Under Assad, Iran-backed Hezbollah used Syria to bring in weapons and other military equipment from Iran, through Iraq and Syria and into Lebanon. But on Dec. 6, anti-Assad fighters seized the border with Iraq and cut off that route, and two days later, rebels captured the capital Damascus.

"Yes, Hezbollah has lost the military supply route through Syria at this stage, but this loss is a detail in the resistance's work," Qassem said in a televised speech on Saturday, without mentioning Assad by name, Reuters reported.

"A new regime could come and this route could return to normal, and we could look for other ways," he added.
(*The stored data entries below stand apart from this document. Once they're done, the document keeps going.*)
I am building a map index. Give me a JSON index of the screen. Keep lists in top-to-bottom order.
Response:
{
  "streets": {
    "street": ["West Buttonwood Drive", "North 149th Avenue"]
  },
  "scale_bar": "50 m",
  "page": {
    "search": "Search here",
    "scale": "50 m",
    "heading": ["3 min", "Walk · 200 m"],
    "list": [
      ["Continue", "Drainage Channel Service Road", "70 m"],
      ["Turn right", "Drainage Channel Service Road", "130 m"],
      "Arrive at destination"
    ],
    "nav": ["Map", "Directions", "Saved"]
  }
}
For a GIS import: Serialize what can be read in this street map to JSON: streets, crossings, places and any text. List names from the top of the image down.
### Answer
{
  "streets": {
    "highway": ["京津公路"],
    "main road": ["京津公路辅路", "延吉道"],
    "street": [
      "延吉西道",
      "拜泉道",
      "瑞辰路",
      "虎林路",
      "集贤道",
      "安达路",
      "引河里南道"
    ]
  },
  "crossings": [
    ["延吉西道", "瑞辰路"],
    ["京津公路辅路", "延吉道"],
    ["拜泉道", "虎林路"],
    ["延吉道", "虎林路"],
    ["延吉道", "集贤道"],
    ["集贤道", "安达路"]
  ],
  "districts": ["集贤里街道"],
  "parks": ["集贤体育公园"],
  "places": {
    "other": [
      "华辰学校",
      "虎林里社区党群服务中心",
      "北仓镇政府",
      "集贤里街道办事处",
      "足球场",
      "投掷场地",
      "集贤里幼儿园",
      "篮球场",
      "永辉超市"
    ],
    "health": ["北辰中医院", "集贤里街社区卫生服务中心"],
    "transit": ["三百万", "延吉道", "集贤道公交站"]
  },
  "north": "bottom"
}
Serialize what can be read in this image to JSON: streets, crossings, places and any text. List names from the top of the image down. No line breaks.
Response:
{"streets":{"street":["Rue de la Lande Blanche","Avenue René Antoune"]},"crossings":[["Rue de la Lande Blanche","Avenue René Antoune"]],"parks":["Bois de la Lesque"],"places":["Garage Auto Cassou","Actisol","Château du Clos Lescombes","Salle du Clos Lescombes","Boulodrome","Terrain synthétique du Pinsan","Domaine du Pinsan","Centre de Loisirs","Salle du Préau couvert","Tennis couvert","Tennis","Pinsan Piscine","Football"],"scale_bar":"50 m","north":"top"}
Hezbollah started intervening in Syria in 2013 to help Assad fight rebels seeking to topple him at that time. Last week, as rebels approached Damascus, the group sent supervising officers to oversee a withdrawal of its fighters there.

More than 50 years of Assad family rule has now been replaced with a transitional caretaker government put in place by Hayat Tahrir al-Sham, a former al Qaeda affiliate that spearheaded the rebel offensive.

Qassem said Hezbollah "cannot judge these new forces until they stabilise" and "take clear positions", but said he hoped that the Lebanese and Syrian peoples and governments could continue to cooperate.

"We also hope that this new ruling party will consider Israel an enemy and not normalise relations with it. These are the headlines that will affect the nature of the relationship between us and Syria," Qassem said.

Hezbollah and Israel exchanged fire across Lebanon's southern border for nearly a year in hostilities triggered by the Gaza war, before Israel went on the offensive in September, killing most of Hezbollah's top leadership.